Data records

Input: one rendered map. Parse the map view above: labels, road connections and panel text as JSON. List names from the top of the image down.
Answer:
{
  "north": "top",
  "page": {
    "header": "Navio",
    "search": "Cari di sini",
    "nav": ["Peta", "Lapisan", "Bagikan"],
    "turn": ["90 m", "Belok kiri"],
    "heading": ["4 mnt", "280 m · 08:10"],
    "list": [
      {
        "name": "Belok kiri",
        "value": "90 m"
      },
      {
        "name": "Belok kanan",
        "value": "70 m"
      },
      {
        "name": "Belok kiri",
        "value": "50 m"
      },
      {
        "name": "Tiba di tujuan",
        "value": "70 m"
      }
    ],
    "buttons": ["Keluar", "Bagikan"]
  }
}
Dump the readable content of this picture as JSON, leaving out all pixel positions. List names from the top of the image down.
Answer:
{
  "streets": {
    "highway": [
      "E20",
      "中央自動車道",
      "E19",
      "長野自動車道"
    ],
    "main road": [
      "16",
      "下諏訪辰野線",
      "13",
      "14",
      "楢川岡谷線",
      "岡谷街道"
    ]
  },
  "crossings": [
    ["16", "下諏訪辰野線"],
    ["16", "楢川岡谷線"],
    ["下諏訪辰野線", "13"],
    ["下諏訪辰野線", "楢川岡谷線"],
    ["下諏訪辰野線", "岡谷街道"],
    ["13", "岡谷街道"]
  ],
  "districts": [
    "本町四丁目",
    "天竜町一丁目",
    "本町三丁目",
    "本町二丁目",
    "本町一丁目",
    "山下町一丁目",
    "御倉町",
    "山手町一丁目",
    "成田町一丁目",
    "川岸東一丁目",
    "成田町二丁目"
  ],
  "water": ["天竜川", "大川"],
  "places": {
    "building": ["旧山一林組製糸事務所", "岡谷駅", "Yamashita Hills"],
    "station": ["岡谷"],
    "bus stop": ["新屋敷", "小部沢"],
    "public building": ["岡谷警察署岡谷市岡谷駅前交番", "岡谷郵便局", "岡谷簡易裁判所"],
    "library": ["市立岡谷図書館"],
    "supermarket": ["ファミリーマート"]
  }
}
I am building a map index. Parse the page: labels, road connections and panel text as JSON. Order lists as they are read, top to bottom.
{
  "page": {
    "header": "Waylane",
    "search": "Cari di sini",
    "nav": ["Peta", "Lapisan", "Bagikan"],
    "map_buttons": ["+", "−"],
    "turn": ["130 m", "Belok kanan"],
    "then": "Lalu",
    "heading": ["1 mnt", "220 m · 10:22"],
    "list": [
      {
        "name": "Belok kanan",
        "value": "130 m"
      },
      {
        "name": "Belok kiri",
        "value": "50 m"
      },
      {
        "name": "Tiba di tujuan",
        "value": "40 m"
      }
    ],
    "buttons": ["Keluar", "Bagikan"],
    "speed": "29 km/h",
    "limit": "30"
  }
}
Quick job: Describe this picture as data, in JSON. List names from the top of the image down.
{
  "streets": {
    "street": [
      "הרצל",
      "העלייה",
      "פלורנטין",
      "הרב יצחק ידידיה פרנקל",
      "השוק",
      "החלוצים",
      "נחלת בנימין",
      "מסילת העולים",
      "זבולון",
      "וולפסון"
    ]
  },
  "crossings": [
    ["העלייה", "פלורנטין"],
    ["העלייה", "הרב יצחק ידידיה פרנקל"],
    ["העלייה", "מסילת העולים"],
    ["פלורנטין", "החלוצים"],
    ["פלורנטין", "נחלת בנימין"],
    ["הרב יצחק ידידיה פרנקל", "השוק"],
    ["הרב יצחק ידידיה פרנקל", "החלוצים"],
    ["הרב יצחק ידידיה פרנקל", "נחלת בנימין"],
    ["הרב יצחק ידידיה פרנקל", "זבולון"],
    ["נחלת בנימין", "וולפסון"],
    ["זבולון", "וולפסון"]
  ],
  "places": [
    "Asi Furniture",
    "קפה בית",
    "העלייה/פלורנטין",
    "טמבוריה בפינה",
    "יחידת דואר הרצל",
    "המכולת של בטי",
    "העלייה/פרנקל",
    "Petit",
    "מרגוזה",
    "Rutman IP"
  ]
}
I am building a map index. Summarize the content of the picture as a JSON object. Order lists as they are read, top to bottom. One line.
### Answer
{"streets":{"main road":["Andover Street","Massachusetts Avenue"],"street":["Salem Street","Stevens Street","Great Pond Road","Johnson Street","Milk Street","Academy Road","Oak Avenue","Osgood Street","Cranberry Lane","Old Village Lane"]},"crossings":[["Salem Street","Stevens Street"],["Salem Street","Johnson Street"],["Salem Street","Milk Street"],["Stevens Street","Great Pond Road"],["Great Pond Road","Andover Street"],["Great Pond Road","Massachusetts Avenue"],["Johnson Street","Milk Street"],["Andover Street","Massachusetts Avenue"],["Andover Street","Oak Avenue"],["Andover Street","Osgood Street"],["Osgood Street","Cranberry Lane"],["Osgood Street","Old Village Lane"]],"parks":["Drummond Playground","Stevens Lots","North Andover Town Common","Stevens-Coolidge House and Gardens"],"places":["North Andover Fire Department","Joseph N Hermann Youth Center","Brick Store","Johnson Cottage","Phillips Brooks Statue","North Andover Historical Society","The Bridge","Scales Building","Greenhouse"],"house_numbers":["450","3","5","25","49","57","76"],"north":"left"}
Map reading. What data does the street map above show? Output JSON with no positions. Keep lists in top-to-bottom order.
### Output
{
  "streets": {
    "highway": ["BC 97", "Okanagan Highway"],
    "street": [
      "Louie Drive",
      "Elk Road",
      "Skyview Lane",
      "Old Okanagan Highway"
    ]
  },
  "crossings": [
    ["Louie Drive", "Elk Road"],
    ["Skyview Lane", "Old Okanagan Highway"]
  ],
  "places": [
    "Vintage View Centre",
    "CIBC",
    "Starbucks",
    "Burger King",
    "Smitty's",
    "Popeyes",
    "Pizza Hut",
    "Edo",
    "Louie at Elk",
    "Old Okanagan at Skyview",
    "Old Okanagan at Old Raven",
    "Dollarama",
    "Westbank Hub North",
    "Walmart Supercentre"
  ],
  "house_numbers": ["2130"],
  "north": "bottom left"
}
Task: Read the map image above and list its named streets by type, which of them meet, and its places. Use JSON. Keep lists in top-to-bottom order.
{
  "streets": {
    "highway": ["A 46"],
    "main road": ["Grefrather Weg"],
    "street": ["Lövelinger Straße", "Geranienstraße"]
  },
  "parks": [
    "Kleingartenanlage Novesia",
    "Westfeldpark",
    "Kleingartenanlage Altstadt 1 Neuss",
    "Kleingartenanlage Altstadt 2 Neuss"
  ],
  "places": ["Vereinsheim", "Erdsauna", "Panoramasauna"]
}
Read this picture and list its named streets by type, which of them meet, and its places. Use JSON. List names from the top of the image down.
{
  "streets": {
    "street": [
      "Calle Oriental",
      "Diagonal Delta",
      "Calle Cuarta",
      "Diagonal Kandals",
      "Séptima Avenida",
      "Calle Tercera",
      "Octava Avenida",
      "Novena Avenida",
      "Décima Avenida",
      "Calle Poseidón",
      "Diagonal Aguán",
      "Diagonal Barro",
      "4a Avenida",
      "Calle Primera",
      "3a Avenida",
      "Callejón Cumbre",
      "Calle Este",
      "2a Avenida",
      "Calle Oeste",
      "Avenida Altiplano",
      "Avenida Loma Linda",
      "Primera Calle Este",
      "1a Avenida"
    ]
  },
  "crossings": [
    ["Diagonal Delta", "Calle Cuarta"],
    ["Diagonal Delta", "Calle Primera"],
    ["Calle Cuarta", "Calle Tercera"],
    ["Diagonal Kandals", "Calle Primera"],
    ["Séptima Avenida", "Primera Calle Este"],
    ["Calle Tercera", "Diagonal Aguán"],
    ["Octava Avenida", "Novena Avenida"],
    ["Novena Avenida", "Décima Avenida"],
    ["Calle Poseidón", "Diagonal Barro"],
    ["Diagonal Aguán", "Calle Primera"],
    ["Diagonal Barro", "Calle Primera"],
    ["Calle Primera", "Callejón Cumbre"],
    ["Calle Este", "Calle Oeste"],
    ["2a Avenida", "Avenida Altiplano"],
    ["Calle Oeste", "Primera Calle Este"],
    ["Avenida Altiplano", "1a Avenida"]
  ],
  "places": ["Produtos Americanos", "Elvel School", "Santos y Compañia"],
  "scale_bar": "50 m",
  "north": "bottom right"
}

→ **Task requirements**:
Please return every line of the records that contains the word "from".

→ **Response**:
Input: one rendered map. Parse the map view above: labels, road connections and panel text as JSON. List names from the top of the image down.
Dump the readable content of this picture as JSON, leaving out all pixel positions. List names from the top of the image down.
Quick job: Describe this picture as data, in JSON. List names from the top of the image down.
Read this picture and list its named streets by type, which of them meet, and its places. Use JSON. List names from the top of the image down.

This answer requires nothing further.